Crumpled map solves mystery of German gun behind D-Day massacre

Last updated at 17:03pm on 4th January 2008

A baffling mystery of the D-Day landings was solved by an amateur historian - after he found a crumpled map at a fair in Stockport.

Experts have long disputed the location of the main Nazi gun battery which caused carnage on Omaha Beach, in terrible scenes which were recreated for the Hollywood film Saving Private Ryan.

The Germans had built a decoy gun emplacement overlooking the area while the location of the real guns which blasted the beach, where 2,000 men lost their lives, remained unclear.

More here--
http://www.freerepublic.com/focus/f-news/1948337/posts

And the German defenses were insane. Built to withstand any bombardment. Many of the landing craft landed in the wrong place, right into the teeth of positions they were trying to avoid. And the gunners (what gunners were on the landing craft) had to aim up cliffs, while defenders had to aim down....there's a reason we seek the high ground.

Here's a snippet:
Bound at either end by rocky cliffs, the Omaha Beach crescent presented a gently sloping tidal area averaging 300 yards (275 m) between low and highwater marks. Above the tide line was a bank of shingle 8 feet (2.4 m) high and up to 15 yards (14 m) wide in some places. At the western end the shingle bank rested against a stone (further east becoming wood) constructed sea wall which ranged from 4–12 feet (1.5–4 m) in height. For the remaining two thirds of the beach after the seawall ended the shingle lay against a low sand embankment. Behind the sand embankment and sea wall lay a level shelf of sand, narrow at either end and extending up to 200 yards (180 m) inland in the center. Steep escarpments or bluffs then rose 100–170 feet (30–50 m), dominating the whole beach and cut into by small wooded valleys or draws at five points along the beach, codenamed west to east D-1, D-3, E-1, E-3 and F-1.[1]

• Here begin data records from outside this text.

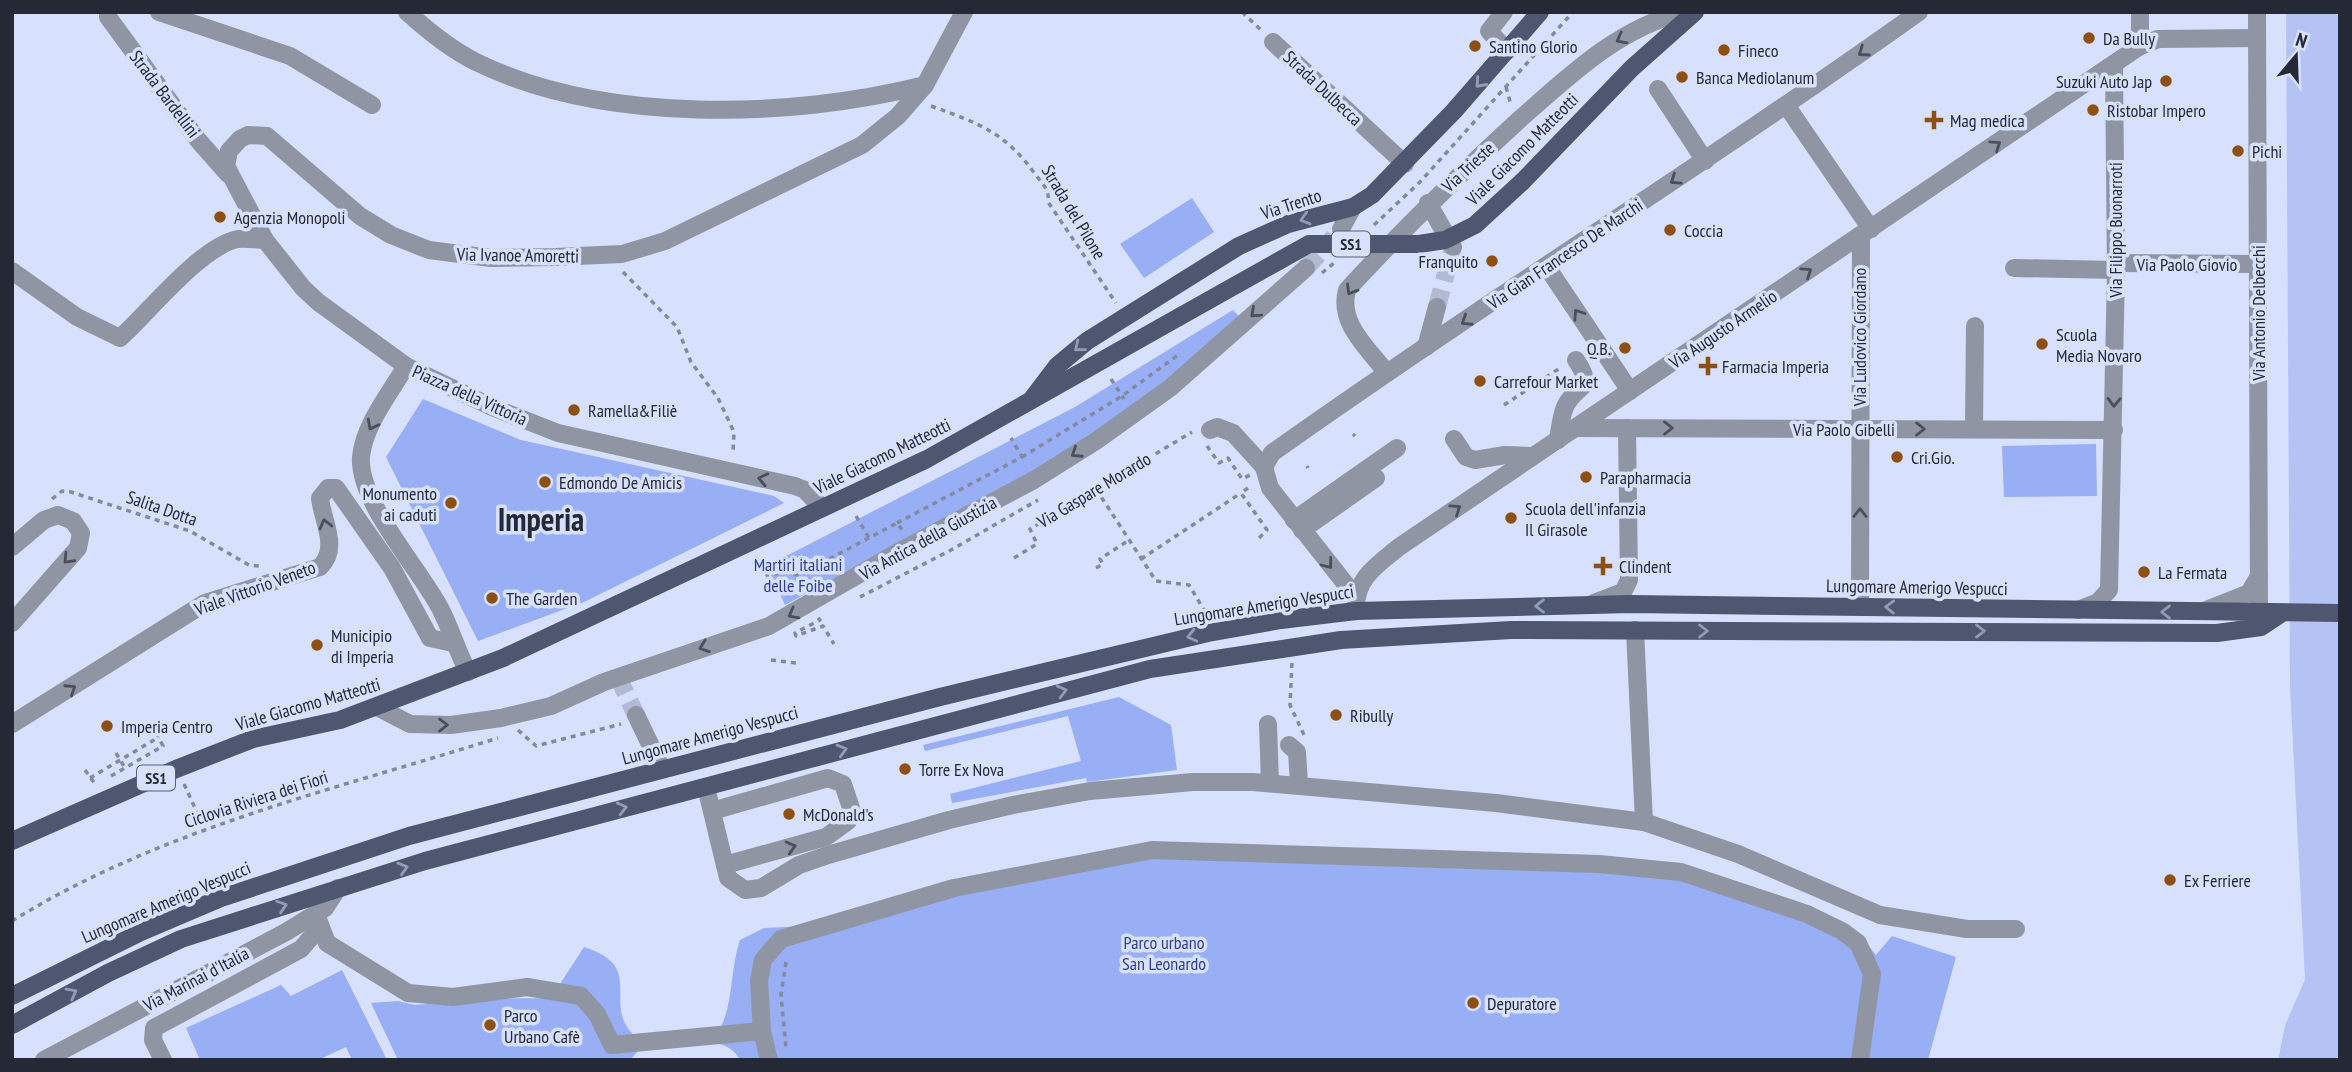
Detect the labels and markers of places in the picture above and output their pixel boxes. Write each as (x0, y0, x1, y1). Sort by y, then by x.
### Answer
place label: Da Bully (2103, 27, 2155, 50)
marker: Da Bully (2081, 30, 2097, 46)
place label: Santino Glorio (1489, 35, 1578, 58)
marker: Santino Glorio (1467, 38, 1483, 54)
place label: Fineco (1738, 39, 1779, 62)
marker: Fineco (1716, 42, 1732, 58)
place label: Banca Mediolanum (1696, 66, 1814, 89)
marker: Banca Mediolanum (1674, 69, 1690, 85)
place label: Suzuki Auto Jap (2056, 70, 2152, 93)
marker: Suzuki Auto Jap (2158, 73, 2174, 89)
place label: Ristobar Impero (2107, 99, 2206, 122)
marker: Ristobar Impero (2085, 102, 2101, 118)
place label: Mag medica (1950, 109, 2025, 132)
marker: Mag medica (1924, 110, 1944, 130)
place label: Pichi (2252, 140, 2282, 163)
marker: Pichi (2230, 143, 2246, 159)
place label: Agenzia Monopoli (234, 206, 345, 229)
marker: Agenzia Monopoli (212, 209, 228, 225)
place label: Coccia (1684, 219, 1723, 242)
marker: Coccia (1662, 222, 1678, 238)
place label: Franquito (1418, 250, 1478, 273)
marker: Franquito (1484, 253, 1500, 269)
place label: Scuola Media Novaro (2056, 323, 2142, 367)
marker: Scuola Media Novaro (2034, 336, 2050, 352)
place label: Q.B. (1587, 337, 1611, 360)
marker: Q.B. (1617, 340, 1633, 356)
place label: Farmacia Imperia (1722, 355, 1829, 378)
marker: Farmacia Imperia (1700, 358, 1716, 374)
place label: Carrefour Market (1494, 370, 1598, 393)
marker: Carrefour Market (1472, 373, 1488, 389)
place label: Ramella&Filiè (588, 399, 677, 422)
marker: Ramella&Filiè (566, 402, 582, 418)
place label: Cri.Gio. (1911, 446, 1955, 469)
marker: Cri.Gio. (1889, 449, 1905, 465)
place label: Parapharmacia (1600, 466, 1691, 489)
marker: Parapharmacia (1578, 469, 1594, 485)
place label: Edmondo De Amicis (559, 471, 682, 494)
marker: Edmondo De Amicis (537, 474, 553, 490)
place label: Monumento ai caduti (362, 482, 437, 526)
marker: Monumento ai caduti (443, 495, 459, 511)
place label: Scuola dell'infanzia Il Girasole (1525, 497, 1646, 541)
marker: Scuola dell'infanzia Il Girasole (1503, 510, 1519, 526)
place label: Clindent (1619, 555, 1671, 578)
marker: Clindent (1593, 556, 1613, 576)
place label: La Fermata (2158, 561, 2227, 584)
marker: La Fermata (2136, 564, 2152, 580)
place label: The Garden (506, 587, 577, 610)
marker: The Garden (484, 590, 500, 606)
place label: Municipio di Imperia (331, 624, 394, 668)
marker: Municipio di Imperia (309, 637, 325, 653)
place label: Ribully (1350, 704, 1394, 727)
marker: Ribully (1328, 707, 1344, 723)
place label: Imperia Centro (121, 715, 213, 738)
marker: Imperia Centro (99, 718, 115, 734)
place label: Torre Ex Nova (919, 758, 1004, 781)
marker: Torre Ex Nova (897, 761, 913, 777)
place label: McDonald's (803, 803, 874, 826)
marker: McDonald's (781, 806, 797, 822)
place label: Ex Ferriere (2184, 869, 2251, 892)
marker: Ex Ferriere (2162, 872, 2178, 888)
place label: Depuratore (1487, 992, 1557, 1015)
marker: Depuratore (1465, 995, 1481, 1011)
place label: Parco Urbano Cafè (504, 1004, 580, 1048)
marker: Parco Urbano Cafè (482, 1017, 498, 1033)

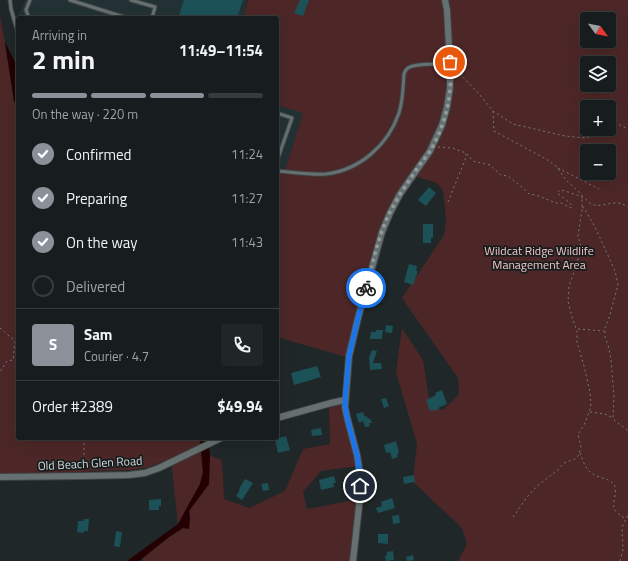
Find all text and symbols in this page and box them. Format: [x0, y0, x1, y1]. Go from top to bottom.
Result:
north arrow [580, 12, 616, 48]
map controls [580, 12, 616, 180]
text: Arriving in [32, 25, 87, 45]
text: 11:49–11:54 [179, 39, 263, 62]
text: 2 min [32, 40, 95, 79]
pin [433, 45, 467, 79]
icon: bag [439, 51, 461, 73]
button: layers [580, 56, 616, 92]
button: + [580, 100, 616, 136]
text: On the way · 220 m [32, 104, 138, 124]
icon: check [32, 143, 54, 165]
text: Confirmed [66, 143, 131, 166]
text: 11:24 [231, 144, 263, 164]
button: − [580, 144, 616, 180]
icon: check [32, 187, 54, 209]
text: Preparing [66, 187, 127, 210]
text: 11:27 [231, 188, 263, 208]
icon: check [32, 231, 54, 253]
text: On the way [66, 231, 138, 254]
text: 11:43 [231, 232, 263, 252]
park label: Wildcat Ridge Wildlife Management Area [484, 241, 594, 274]
courier [346, 268, 386, 308]
text: Delivered [66, 275, 125, 298]
icon: bike [355, 277, 377, 299]
text: Sam [84, 323, 112, 346]
button: phone [221, 324, 263, 366]
text: S [49, 333, 57, 356]
text: Courier · 4.7 [84, 346, 149, 366]
text: Order #2389 [32, 395, 113, 418]
text: $49.94 [217, 395, 263, 418]
street label: Old Beach Glen Road [37, 451, 143, 475]
pin [343, 469, 377, 503]
icon: home [349, 475, 371, 497]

The German defensive preparations and the lack of any defense in depth indicated that their plan was to stop the invasion at the beaches.[2] Four lines of obstacles were constructed in the water. The first, a non-contiguous line with a small gap in the middle of Dog White sector and a larger gap across the whole of Easy Red sector, was 270 yards (250 m) out from the highwater line and consisted of 200 Belgian Gates with mines lashed to the uprights. Some 32 yards (30 m) behind these was a continuous line of logs driven into the sand pointing seaward, every third one capped with an anti-tank mine. Another 32 yards (30 m) shoreward of this line was a continuous line of 450 ramps sloping towards the shore, also with mines attached and designed to force flat-bottomed landing craft to ride up and either flip or detonate the mine. The final line of obstacles was a continuous line of hedgehogs 165 yards (150 m) from the shoreline.[3] The area between the shingle bank and the bluffs was both wired and mined, and mines were also scattered on the bluff slopes.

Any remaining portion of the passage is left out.